In these scenarios, it’s important to be persistent in providing the ambiance that draws people to you. Successful operations focus more than just food.

Whether you are problem-solving for your business or planning your career, staying persistent, and being committed matters.

Identifying that the journey may be long shouldn’t alter the commitment.

A career is considered to be comprised of many years. Yet, that doesn’t mean you shouldn’t be focused, committed, and taking action towards the destination every day.

Some good things take time. It’s true.

Persistent Commitment

Time shouldn’t be confused with weakening or lessening the commitment. It doesn’t mean you should just cruise, lose your focus, or wait on the perfect time.

Feeling that it’s taking too long to get to your destination may make you settle for something less. Not because you can’t get there. Perhaps because the feeling connected with the journey to reach your destination makes you less committed to the requirements of the goal.

It happens for people with diets, exercise routines, and managing personal finances. It may be the cause of business failures or connected with the frustration of navigating your career.

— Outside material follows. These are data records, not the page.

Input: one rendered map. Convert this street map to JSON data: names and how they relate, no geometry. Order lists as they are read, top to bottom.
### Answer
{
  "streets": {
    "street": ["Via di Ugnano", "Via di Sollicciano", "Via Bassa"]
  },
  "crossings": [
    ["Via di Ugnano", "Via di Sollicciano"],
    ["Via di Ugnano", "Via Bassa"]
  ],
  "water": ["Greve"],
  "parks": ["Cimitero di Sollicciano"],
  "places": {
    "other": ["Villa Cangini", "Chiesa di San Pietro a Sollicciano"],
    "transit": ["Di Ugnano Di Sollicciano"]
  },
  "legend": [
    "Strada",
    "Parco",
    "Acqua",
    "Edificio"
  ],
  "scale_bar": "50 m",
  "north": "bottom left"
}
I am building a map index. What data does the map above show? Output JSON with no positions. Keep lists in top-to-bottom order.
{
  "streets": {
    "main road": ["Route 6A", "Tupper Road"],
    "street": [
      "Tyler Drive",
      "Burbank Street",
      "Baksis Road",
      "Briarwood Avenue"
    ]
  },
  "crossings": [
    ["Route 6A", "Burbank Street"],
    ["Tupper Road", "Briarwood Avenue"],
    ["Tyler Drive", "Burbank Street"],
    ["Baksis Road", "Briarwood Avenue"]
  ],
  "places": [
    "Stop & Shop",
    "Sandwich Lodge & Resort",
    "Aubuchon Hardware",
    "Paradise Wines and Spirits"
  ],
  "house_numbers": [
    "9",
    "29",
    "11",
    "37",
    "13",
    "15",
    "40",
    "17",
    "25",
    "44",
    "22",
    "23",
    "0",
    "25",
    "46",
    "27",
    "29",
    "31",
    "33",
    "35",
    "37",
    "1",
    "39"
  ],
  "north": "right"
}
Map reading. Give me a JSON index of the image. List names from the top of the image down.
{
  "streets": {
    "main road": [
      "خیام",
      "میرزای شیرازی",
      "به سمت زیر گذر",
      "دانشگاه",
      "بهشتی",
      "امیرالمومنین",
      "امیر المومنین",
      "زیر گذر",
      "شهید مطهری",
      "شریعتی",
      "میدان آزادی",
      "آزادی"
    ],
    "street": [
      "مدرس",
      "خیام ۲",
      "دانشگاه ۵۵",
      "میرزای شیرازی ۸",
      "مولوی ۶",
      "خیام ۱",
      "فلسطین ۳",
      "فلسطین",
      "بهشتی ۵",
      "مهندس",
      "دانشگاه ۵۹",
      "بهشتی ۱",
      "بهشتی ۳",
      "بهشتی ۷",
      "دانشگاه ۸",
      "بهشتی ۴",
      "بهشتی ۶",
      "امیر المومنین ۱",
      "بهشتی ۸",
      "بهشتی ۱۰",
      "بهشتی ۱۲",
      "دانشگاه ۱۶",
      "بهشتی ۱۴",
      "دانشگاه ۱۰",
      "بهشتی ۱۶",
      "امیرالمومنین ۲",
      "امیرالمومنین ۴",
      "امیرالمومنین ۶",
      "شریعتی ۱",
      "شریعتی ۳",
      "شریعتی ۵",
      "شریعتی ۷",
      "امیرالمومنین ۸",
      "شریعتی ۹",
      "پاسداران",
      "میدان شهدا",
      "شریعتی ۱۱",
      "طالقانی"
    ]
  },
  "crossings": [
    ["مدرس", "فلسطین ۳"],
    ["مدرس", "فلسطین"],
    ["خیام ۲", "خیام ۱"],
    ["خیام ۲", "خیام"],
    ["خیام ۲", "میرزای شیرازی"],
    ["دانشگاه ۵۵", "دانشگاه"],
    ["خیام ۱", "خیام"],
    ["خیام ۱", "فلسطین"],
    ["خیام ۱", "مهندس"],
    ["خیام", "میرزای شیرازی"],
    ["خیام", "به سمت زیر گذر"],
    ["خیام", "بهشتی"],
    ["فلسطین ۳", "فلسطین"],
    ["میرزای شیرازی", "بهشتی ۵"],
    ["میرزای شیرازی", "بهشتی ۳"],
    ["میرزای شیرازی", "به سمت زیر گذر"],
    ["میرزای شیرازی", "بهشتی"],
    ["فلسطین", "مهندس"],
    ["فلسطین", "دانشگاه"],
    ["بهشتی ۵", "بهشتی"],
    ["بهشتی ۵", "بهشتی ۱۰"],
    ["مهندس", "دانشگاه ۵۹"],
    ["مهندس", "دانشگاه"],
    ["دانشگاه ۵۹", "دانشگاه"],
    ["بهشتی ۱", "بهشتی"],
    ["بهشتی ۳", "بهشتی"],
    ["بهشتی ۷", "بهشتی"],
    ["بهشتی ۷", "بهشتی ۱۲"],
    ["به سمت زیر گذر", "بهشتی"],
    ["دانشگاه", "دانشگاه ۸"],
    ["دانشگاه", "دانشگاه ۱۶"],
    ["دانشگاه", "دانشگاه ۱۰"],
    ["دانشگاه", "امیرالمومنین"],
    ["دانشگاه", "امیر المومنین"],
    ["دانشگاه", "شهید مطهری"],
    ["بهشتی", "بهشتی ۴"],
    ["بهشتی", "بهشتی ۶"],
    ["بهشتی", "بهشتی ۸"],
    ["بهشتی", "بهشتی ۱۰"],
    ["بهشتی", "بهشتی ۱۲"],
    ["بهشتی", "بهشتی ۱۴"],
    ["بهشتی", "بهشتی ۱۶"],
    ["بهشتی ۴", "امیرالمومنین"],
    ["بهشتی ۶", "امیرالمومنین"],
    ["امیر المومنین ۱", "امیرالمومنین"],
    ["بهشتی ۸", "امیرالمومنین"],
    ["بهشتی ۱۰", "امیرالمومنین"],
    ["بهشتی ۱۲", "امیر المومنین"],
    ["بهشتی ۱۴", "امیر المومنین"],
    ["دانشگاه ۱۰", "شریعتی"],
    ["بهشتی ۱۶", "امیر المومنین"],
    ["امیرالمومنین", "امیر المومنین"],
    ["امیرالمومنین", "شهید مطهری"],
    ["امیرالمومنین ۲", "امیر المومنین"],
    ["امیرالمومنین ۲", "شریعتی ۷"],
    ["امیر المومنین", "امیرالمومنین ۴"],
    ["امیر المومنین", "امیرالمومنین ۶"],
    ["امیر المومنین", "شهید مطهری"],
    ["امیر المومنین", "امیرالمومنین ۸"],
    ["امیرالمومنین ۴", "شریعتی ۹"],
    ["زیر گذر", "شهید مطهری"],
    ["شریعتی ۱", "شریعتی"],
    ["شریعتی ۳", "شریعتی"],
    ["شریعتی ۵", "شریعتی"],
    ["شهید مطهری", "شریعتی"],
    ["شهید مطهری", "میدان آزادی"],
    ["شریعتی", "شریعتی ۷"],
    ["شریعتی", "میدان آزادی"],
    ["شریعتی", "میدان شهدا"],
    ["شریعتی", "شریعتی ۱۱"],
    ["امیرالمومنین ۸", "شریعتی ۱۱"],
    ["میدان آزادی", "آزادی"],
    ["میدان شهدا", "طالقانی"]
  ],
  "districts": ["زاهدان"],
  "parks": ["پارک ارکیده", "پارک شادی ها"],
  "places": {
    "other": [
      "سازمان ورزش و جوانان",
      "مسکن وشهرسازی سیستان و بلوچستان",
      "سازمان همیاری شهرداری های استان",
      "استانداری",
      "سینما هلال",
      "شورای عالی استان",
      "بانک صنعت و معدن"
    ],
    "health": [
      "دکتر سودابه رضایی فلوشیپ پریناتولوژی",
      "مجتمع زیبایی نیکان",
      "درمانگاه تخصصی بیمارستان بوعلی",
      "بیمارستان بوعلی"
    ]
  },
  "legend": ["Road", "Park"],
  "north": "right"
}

Bottom line, it shouldn’t.

It just shouldn’t happen.

Stay persistent and be committed.

-DEG

Dennis E. Gilbert is a business consultant, speaker (CSPTM), and culture expert. He is a five-time author and the founder of Appreciative Strategies, LLC. His business focuses on positive human performance improvement solutions through Appreciative Strategies®. Reach him through his website at Dennis-Gilbert.com or by calling +1 646.546.5553.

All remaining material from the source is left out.